(Beginning of GIVEN DATA)

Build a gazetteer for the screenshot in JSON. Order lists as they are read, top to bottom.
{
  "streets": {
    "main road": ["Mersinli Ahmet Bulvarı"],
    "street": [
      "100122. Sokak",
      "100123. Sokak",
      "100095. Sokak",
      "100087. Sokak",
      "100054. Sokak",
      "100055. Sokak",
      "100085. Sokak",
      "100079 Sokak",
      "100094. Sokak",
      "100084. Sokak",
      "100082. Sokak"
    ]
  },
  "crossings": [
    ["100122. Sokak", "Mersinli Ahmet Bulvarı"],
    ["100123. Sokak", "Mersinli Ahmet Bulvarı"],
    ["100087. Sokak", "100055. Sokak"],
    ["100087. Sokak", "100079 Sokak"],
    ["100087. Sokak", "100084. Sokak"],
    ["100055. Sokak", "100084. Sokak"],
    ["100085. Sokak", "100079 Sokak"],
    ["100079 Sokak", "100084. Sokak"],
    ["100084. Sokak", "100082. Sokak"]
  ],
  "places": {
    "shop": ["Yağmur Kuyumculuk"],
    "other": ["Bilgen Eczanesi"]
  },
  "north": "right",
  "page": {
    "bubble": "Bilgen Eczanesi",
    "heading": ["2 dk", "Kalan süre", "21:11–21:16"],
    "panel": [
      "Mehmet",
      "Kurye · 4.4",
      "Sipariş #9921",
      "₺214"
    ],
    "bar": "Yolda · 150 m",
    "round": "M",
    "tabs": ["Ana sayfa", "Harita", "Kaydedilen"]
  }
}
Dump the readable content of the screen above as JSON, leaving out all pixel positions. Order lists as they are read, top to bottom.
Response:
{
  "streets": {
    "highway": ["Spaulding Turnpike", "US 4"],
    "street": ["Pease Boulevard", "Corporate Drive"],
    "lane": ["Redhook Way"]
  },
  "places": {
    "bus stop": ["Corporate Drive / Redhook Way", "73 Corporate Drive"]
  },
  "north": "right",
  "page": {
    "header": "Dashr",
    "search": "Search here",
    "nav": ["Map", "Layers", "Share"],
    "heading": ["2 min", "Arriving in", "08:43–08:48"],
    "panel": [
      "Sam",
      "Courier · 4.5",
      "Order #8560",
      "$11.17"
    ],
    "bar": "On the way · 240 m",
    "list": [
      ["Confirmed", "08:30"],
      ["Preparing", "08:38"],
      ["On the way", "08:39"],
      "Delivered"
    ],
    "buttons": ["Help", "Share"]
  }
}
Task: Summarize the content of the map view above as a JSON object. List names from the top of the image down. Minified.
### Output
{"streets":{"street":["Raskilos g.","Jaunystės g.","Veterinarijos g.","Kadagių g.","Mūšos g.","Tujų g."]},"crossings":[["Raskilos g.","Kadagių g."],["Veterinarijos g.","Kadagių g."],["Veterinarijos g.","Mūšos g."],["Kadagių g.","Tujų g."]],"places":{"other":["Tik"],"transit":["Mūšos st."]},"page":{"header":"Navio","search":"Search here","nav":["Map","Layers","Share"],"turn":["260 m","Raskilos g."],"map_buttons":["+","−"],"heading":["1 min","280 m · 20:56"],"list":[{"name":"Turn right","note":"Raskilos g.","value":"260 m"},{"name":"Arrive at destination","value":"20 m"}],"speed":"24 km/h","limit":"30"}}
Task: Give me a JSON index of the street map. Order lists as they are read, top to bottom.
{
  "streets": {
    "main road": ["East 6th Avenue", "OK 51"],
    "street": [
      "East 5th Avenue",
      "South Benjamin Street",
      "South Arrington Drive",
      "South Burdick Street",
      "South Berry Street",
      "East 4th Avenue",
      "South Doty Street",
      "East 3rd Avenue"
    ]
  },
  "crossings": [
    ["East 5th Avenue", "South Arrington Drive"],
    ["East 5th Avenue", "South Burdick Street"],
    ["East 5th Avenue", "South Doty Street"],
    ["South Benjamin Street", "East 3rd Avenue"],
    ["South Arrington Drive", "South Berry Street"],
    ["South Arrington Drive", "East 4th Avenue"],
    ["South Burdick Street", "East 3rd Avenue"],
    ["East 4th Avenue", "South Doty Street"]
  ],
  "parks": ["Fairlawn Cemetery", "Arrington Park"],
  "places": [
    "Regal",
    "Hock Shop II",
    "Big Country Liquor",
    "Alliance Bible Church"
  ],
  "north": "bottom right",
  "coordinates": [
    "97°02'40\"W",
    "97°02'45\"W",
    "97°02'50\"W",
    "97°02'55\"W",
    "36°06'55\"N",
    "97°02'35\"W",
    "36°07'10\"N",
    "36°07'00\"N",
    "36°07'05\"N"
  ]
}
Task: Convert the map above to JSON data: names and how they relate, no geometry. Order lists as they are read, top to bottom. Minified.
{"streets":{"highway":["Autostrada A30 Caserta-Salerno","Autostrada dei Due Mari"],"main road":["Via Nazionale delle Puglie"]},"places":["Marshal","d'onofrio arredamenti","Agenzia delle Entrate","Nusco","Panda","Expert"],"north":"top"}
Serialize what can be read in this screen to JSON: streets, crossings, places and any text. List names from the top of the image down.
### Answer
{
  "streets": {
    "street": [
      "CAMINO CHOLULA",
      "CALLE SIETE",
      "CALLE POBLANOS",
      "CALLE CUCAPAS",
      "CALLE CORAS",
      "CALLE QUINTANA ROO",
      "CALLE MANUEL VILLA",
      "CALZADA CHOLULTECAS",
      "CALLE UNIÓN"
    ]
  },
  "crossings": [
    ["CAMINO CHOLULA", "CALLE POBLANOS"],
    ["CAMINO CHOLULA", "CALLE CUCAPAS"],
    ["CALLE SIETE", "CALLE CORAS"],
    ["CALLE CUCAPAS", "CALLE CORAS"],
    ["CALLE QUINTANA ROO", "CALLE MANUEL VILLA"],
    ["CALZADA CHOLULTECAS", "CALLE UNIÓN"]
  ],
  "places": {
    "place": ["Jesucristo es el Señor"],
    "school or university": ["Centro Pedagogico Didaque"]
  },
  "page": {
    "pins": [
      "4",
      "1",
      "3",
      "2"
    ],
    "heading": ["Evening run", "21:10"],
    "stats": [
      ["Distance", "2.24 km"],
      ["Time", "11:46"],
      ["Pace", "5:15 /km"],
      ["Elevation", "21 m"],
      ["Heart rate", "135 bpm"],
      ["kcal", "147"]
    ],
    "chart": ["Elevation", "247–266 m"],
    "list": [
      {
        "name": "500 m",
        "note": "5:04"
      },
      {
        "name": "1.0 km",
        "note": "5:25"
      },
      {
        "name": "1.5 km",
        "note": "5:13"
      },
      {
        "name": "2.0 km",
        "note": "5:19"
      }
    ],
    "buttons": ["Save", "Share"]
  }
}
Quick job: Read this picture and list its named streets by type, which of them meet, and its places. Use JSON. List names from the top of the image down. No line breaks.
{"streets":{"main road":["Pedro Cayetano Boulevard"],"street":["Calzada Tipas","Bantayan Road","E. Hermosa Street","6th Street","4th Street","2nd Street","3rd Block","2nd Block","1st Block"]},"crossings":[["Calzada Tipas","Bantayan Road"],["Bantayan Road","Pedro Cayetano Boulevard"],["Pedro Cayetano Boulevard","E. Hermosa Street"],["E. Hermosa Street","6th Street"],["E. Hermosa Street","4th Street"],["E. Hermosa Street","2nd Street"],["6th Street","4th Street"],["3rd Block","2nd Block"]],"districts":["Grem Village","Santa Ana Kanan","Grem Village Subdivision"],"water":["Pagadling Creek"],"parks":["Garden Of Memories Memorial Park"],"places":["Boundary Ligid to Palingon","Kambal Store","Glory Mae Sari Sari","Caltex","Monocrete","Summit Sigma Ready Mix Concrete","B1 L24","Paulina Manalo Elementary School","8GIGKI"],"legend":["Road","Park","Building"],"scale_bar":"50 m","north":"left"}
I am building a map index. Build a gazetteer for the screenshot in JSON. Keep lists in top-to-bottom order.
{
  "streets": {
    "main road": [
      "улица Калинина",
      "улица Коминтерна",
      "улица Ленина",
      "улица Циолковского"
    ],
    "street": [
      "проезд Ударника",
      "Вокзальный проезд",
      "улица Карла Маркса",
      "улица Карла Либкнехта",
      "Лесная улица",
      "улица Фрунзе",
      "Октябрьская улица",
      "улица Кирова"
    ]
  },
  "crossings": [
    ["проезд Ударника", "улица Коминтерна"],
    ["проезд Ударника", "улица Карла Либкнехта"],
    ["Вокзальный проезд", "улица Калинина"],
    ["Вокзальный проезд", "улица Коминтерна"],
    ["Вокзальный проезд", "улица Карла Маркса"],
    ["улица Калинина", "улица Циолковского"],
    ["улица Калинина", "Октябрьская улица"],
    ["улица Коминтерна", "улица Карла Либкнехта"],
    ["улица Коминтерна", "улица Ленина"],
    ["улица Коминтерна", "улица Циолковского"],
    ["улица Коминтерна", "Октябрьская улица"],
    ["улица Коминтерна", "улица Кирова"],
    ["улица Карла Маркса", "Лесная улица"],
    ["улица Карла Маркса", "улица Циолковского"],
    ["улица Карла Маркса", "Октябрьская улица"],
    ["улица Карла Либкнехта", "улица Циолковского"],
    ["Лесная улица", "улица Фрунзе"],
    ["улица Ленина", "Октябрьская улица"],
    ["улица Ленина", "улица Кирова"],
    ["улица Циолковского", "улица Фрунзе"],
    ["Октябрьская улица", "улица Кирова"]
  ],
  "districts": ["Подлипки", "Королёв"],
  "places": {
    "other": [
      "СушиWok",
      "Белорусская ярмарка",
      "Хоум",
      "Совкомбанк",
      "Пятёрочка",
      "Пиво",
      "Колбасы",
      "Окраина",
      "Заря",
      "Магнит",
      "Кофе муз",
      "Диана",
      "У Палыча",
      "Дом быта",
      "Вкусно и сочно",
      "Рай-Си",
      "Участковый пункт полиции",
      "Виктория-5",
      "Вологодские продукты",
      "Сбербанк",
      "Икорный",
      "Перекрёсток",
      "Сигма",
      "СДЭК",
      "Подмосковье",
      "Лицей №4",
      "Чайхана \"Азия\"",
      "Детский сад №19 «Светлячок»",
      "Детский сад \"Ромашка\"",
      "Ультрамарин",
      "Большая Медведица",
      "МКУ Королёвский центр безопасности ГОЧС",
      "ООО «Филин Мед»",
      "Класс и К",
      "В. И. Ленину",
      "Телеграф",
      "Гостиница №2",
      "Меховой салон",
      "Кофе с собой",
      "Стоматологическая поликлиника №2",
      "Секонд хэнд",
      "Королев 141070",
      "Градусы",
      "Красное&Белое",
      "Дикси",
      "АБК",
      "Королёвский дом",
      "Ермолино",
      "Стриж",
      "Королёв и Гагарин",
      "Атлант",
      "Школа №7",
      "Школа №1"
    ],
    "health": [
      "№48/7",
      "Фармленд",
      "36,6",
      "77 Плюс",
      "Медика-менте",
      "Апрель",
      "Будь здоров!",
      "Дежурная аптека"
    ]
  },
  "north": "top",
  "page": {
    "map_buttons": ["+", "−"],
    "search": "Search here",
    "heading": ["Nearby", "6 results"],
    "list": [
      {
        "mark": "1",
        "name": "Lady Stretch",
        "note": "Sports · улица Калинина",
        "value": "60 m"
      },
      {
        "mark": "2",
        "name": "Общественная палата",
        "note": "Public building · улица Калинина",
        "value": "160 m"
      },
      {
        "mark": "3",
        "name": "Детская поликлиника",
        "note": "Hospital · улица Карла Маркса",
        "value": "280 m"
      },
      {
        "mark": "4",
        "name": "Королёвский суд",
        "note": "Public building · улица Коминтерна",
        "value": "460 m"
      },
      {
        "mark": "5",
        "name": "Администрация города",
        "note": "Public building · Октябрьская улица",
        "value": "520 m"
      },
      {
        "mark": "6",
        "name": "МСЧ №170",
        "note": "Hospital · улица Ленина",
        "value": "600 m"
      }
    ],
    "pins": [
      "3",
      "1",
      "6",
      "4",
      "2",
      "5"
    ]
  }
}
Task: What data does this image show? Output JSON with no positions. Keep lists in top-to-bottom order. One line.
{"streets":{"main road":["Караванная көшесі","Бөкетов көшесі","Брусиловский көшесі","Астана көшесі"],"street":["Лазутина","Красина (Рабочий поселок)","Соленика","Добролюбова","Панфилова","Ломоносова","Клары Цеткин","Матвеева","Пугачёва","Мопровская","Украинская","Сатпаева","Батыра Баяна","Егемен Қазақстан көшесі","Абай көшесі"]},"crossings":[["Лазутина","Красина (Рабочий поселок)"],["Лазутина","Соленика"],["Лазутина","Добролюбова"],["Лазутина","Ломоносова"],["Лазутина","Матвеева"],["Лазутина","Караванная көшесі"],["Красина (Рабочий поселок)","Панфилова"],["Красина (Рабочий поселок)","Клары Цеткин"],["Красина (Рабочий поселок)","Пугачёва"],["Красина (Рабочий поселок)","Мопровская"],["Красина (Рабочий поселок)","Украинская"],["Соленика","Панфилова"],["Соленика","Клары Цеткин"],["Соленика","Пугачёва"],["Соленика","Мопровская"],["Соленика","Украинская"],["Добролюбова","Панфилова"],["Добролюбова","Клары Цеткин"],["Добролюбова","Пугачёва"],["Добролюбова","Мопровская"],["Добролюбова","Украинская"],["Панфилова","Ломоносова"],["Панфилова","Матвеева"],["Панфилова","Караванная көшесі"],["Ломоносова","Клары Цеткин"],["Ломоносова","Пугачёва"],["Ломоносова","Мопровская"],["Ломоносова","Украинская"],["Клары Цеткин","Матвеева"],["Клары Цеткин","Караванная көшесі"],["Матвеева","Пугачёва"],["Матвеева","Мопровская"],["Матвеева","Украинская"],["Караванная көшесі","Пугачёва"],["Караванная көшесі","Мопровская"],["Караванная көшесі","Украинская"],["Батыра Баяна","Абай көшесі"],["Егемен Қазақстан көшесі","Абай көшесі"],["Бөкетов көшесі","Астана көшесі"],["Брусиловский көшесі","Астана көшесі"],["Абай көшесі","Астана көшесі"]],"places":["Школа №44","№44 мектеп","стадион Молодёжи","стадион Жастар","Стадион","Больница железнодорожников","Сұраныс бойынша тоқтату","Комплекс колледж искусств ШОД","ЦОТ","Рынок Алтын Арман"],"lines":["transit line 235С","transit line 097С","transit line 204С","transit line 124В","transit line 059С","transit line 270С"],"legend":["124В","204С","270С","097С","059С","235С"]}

(End of GIVEN DATA)

**TASK ITEM**: Your task is to gather all lines from the entries above that hold the word "Elevation".

**SOLUTION TO THIS EXERCISE**:
      ["Elevation", "21 m"],
    "chart": ["Elevation", "247–266 m"],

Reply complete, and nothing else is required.